Still, I make another attempt. I order a drink I didn’t completely hate that I once sampled. I sit down with my laptop, take a few sips, pretending to be one of them. Not bad. Then a few more. And it hits me—this is still revolting.
I stare into the abyss of my roasted brew and question every decision that led me here. I try to justify my life choices. To seem less like the unpatriotic oddball quietly carrying contraband in my purse. Americans don’t drink steeped blends— except Southerners. Where sweet tea is its own food group and doesn’t count.

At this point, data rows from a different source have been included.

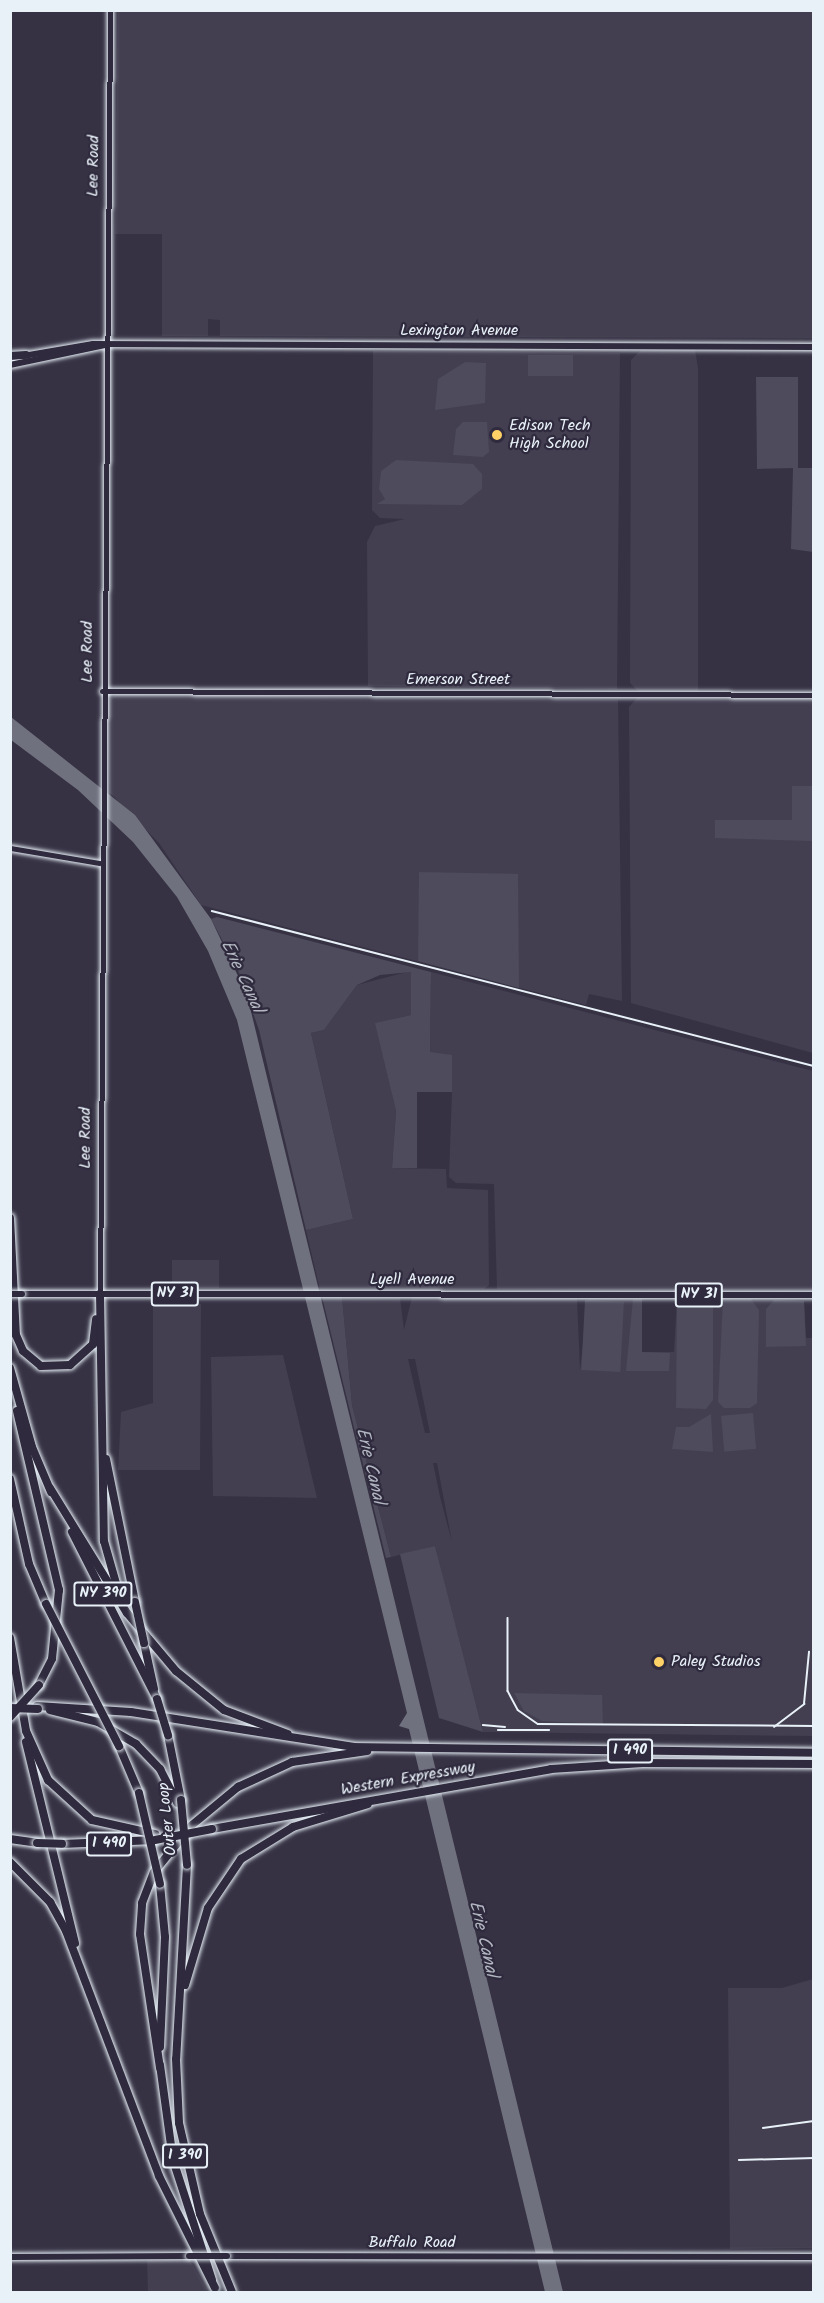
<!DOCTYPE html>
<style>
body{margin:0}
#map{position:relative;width:824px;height:2303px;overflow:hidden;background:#363244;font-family:Kalam,sans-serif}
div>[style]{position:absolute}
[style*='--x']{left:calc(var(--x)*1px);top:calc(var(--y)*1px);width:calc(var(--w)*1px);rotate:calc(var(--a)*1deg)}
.built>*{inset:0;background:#433f51;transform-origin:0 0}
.green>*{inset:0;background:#4d4b5c;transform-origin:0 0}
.water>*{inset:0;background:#70717f}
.roads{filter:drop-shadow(0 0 2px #e8f1f8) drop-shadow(0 0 2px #e8f1f8)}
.minor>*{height:5px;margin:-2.5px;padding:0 2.5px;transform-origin:2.5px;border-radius:2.5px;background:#2f2a3d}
.major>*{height:6px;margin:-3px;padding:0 3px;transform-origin:3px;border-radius:3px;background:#2f2a3d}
.highway>*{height:8px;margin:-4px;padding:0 4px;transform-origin:4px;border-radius:4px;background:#2f2a3d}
.rail>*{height:1.5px;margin:-0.75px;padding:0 0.75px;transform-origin:0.75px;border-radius:0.75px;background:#e8f1f8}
.bridges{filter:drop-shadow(0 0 2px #e8f1f8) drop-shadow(0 0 2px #e8f1f8)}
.major-bridge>*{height:6px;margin:-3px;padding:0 3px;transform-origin:3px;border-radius:3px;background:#2f2a3d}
.highway-bridge>*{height:8px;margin:-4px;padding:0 4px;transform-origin:4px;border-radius:4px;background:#2f2a3d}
.dots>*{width:16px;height:16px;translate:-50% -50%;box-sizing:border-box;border:3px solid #2f2a3d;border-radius:50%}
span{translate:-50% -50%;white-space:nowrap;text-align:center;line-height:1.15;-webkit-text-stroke:4.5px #2f2a3d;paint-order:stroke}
.shield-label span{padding:2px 4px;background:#2f2a3d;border:2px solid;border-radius:4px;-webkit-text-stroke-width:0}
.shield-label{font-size:15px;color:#e8f1f8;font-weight:700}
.street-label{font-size:16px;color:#e8f1f8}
.poi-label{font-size:16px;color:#e8f1f8}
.left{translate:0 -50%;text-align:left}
.water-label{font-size:18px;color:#b2b7c2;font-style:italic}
.frame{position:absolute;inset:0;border:12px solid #e8f1f8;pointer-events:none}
</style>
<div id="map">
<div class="built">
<i style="clip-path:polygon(118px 11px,813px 11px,813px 338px,220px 336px,220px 320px,208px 319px,208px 336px,162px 336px,162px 234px,115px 234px)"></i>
<i style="clip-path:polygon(641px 350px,695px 350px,698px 368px,698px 691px,638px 691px,630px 683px,631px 360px)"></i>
<i style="clip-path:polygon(373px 351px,620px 353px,617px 689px,368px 686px,367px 542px,375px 526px,405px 519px,380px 518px,372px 510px)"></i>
<i style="clip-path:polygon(116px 694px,618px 700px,622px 1001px,589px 994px,586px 1005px,201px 905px,159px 843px,110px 793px,106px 702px)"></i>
<i style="clip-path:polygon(637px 698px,813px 699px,813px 786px,792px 787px,792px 820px,716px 820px,813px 841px,813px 1053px,631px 1003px,629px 707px)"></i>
<i style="clip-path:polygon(411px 971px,411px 1015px,376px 1023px,396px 1111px,392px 1168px,446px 1169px,447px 1188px,488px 1190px,489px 1285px,484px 1289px,320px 1290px,306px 1230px,353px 1219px,311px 1033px,324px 1030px,357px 985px)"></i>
<i style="clip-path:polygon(431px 972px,813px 1071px,813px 1291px,497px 1289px,494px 1184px,456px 1183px,449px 1177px,452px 1091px,430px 1052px)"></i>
<i style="left:172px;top:1260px;width:47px;height:28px"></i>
<i style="clip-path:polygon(evenodd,342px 1297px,400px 1298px,404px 1330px,412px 1297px,577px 1299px,580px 1370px,588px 1299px,642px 1299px,642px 1352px,674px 1352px,677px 1299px,804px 1301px,806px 1338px,814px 1338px,813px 1736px,483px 1732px,435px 1546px,391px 1557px,352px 1405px,342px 1297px,408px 1359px,415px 1359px,430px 1433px,425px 1433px,408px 1359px,342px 1297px,433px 1463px,437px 1463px,452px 1542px,440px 1497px,433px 1463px)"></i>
<i style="clip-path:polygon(153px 1304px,201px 1304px,200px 1470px,118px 1470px,121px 1412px,153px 1403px)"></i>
<i style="clip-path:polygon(283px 1355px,317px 1498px,213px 1496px,211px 1357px)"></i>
<i style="clip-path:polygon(813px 1979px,813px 2248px,730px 2249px,728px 1988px,782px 1988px)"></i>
<i style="clip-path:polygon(147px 2260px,190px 2260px,208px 2292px,148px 2292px)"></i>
</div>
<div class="green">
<i style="left:528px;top:355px;width:45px;height:21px"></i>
<i style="clip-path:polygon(465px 362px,486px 363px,485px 403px,435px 410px,438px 379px)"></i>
<i style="clip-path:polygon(756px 377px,798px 377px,798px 468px,813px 468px,813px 552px,791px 549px,793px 468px,757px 469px)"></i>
<i style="clip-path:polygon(463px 422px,487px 422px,489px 452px,483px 457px,453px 455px,456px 429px)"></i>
<i style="clip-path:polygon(396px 460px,473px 464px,482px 474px,482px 489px,462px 505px,377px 504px,385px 499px,379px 489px,381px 471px)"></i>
<i style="clip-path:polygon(792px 786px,813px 786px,813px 841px,715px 838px,715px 820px,792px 820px)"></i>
<i style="clip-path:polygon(419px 872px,518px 874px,519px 988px,418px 961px)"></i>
<i style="clip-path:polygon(217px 917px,431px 972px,430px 1052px,452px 1055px,452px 1092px,417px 1092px,417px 1168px,392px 1168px,396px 1111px,375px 1023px,411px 1015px,411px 972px,380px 975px,357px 985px,324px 1030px,311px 1033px,353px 1219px,306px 1230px,259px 1030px,238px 970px,211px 919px)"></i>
<i style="clip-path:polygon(322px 1297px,342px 1297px,352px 1405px,391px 1557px,386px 1558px)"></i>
<i style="clip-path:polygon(633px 1299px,642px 1299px,642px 1352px,670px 1353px,669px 1371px,626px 1371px)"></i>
<i style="clip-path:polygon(677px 1299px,713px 1303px,713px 1400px,706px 1409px,676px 1408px)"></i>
<i style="clip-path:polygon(723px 1299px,751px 1299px,759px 1310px,757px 1403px,750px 1408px,724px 1408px,718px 1402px)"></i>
<i style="left:585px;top:1300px;width:39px;height:70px;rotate:3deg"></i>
<i style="clip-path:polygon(774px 1300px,804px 1301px,806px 1346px,766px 1347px,766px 1309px)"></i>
<i style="left:753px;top:1413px;width:36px;height:32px;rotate:85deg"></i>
<i style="clip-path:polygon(711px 1414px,713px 1452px,672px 1449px,676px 1427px,689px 1427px)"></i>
<i style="clip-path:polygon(435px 1546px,446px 1588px,483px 1732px,439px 1718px,400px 1554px)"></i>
<i style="clip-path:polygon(514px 1693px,602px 1695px,603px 1724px,542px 1721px,524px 1711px)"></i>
</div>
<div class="water">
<i style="clip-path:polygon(11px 717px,135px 815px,211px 919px,247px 995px,563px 2292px,545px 2292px,409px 1729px,399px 1726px,407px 1713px,237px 1020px,208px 951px,177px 897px,133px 842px,78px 790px,11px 740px)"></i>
</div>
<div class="roads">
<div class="minor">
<i style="--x:102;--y:691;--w:712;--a:0.32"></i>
<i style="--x:10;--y:848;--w:91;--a:9.5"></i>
<i style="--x:100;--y:1294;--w:1284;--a:-89.55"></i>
</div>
<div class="major">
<i style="--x:23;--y:356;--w:71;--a:-9.7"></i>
<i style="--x:93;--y:344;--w:721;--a:0.24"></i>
<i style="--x:10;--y:365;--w:97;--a:-11.9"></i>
<i style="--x:22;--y:1294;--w:792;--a:0.07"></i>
<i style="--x:227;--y:2256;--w:587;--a:0.1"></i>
<i style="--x:10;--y:2257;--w:179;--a:-0.3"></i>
</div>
<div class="highway">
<i style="--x:10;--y:356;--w:16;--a:-4"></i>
<i style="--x:10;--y:1218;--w:117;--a:87.1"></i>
<i style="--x:16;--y:1335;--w:17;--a:66"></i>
<i style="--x:23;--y:1351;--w:23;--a:40"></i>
<i style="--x:41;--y:1366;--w:29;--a:-2"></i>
<i style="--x:70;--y:1365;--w:31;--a:-42"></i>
<i style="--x:93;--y:1344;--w:25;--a:-83"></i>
<i style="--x:100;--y:1294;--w:247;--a:89.1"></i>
<i style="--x:104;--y:1541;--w:51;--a:74.1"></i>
<i style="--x:10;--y:1368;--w:82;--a:74.4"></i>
<i style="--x:32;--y:1447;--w:49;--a:67.1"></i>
<i style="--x:17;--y:1411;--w:184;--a:76.8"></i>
<i style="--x:59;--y:1590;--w:69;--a:95.8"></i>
<i style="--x:52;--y:1659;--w:29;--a:117"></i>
<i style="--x:106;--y:1459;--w:146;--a:78.5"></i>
<i style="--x:10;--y:1479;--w:87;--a:77.4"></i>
<i style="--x:29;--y:1564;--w:43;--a:67"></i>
<i style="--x:50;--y:1488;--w:147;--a:58.4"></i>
<i style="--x:127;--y:1613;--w:76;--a:49.8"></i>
<i style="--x:176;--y:1671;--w:62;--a:39.1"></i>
<i style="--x:224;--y:1710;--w:68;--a:20.6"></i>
<i style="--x:72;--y:1532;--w:187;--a:63"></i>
<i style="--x:10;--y:1638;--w:94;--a:80.2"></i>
<i style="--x:26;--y:1731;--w:54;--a:65.8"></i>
<i style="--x:48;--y:1780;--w:59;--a:42.3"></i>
<i style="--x:92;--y:1820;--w:65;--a:12.5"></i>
<i style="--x:144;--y:1643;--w:47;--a:77.7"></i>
<i style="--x:37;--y:1706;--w:94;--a:3.7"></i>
<i style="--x:131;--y:1712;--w:226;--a:8.9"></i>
<i style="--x:354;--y:1747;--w:460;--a:0.7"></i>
<i style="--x:50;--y:1710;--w:49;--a:14"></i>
<i style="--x:98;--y:1722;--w:44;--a:30.1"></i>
<i style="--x:136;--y:1744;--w:35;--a:46"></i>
<i style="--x:160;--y:1769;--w:38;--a:63"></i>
<i style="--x:168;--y:1735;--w:66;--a:78.7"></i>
<i style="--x:26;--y:1742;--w:207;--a:76.3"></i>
<i style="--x:119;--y:1746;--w:51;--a:66.9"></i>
<i style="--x:212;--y:1829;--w:344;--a:-10"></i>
<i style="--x:551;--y:1769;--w:92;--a:-3.7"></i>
<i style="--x:643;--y:1763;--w:171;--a:0.3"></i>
<i style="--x:10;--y:1839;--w:27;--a:8"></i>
<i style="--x:62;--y:1844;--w:93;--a:-2.5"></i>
<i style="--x:10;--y:1862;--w:57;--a:45"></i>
<i style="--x:50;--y:1902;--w:33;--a:61"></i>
<i style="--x:66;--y:1931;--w:262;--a:69.2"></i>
<i style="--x:159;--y:2176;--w:125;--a:63.4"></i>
<i style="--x:187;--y:1865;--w:194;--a:93.2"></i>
<i style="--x:176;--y:2059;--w:64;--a:87.3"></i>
<i style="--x:179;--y:2123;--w:93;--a:77"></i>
<i style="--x:200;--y:2214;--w:84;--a:67.7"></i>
<i style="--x:185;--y:1985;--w:80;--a:-73.4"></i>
<i style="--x:208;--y:1908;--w:59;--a:-56"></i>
<i style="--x:241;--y:1859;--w:61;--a:-31.6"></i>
<i style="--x:293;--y:1827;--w:78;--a:-17"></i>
<i style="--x:160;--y:2047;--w:110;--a:-87.4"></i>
<i style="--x:165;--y:1937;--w:53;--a:-95.4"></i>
<i style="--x:160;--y:2065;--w:96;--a:82.2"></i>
<i style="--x:173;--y:2160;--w:126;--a:72"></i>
<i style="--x:160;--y:2068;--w:135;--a:-98.5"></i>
<i style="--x:140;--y:1934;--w:31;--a:-86"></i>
<i style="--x:142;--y:1903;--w:33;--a:-69"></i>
<i style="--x:154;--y:1872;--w:60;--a:-51"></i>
<i style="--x:192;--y:1825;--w:60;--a:-39.6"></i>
<i style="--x:238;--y:1787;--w:60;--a:-24.8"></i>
<i style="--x:292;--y:1762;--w:76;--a:-8.3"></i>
</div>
</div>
<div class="rail">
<i style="--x:212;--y:911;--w:622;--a:14.44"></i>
<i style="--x:508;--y:1618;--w:73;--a:90"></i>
<i style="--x:508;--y:1691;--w:21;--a:62"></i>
<i style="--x:518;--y:1710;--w:24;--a:35"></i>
<i style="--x:538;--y:1724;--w:276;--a:0.4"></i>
<i style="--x:483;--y:1725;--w:22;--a:5"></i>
<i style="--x:774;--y:1727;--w:38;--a:-37"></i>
<i style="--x:804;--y:1704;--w:52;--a:-84.5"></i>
<i style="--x:498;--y:1730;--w:51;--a:0"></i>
<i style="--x:763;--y:2128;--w:51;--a:-7.8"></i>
<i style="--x:739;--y:2160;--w:75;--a:-1.5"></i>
</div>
<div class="bridges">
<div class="major-bridge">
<i style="--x:10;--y:1294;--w:12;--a:0"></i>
<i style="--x:189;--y:2256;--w:38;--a:0"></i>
</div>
<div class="highway-bridge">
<i style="--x:135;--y:1602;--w:42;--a:77.6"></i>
<i style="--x:46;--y:1604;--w:160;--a:62.8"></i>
<i style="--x:157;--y:1699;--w:38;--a:73"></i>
<i style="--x:10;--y:1708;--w:28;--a:2"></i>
<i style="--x:10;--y:1717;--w:43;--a:-47.8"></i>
<i style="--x:139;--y:1793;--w:93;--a:77"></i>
<i style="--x:181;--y:1800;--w:65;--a:84.7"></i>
<i style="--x:155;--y:1840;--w:58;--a:-10.9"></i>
<i style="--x:37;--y:1843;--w:25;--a:2"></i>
</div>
</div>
<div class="dots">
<i style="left:497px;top:435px;background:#ffd166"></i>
<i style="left:659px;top:1662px;background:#ffd166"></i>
</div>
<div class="shield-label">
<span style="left:175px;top:1294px">NY 31</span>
<span style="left:699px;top:1295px">NY 31</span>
<span style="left:103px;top:1594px">NY 390</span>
<span style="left:630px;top:1751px">I 490</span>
<span style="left:109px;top:1844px">I 490</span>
<span style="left:185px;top:2156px">I 390</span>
</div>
<div class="street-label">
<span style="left:94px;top:166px;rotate:-89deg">Lee Road</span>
<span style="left:459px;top:331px">Lexington Avenue</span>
<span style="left:88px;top:652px;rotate:-90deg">Lee Road</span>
<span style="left:458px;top:680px">Emerson Street</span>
<span style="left:86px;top:1138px;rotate:-90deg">Lee Road</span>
<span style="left:412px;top:1280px">Lyell Avenue</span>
<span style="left:408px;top:1779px;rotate:-10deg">Western Expressway</span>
<span style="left:168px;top:1819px;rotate:-96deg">Outer Loop</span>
<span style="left:412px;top:2243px">Buffalo Road</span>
</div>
<div class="poi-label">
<span class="left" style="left:509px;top:435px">Edison Tech<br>High School</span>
<span class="left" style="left:671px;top:1662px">Paley Studios</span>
</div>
<div class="water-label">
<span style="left:241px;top:977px;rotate:65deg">Erie Canal</span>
<span style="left:369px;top:1466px;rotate:77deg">Erie Canal</span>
<span style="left:482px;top:1939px;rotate:77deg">Erie Canal</span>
</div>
<div class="frame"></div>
</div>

So I do what any desperate, tea-loving imposter would do. I discreetly tiptoe past the mixologists of espresso—to take my brew to the empty bathroom. I make it inside without a single sideways glance, dump it like crime scene evidence, and crank the faucet. I scrub the aftermath off my hands, dragging my palms across a cold metal grate, and hang my head in shame.
But let me make something clear: I am very far from being un-American. In the suburbs outside Chicago, when all my friends listened to metal, goth, rock, or emo— I wore cowboy boots and listened to country music. Yet I was the one they all made fun of. While all the city kids were going to youth nightclubs, I was tackling farm chores in exchange for riding lessons. I married a soldier. And somehow, I’m the one who absolutely despises Java. But I do. I really, truly do.
So I got back in line inside the chapel of liquid syrups, trying not to look like someone who’d just flushed her last sin. The barista raised an eyebrow. “Did you drink the entire cup I gave you that quickly?” My eyes widened. “Ughhh—yes? I’m practically jolt-juice deficient.” She laughed. “I get that. I’m exhausted, too.” I smiled, then put on my big-girl panties and proudly ordered a hot, caffeinated tea latte— like a boss in farm attire. Not because I’m anti-American. But because coffee is a disgrace.
I love my infusion black—like how my heart feels when someone offers me a cup of that roasted regret. I swirl in cream like it’s a declaration of independence. With floral notes that sing my country’s national anthem. And sugar? That’s not optional. It’s Southern diplomacy in a cup.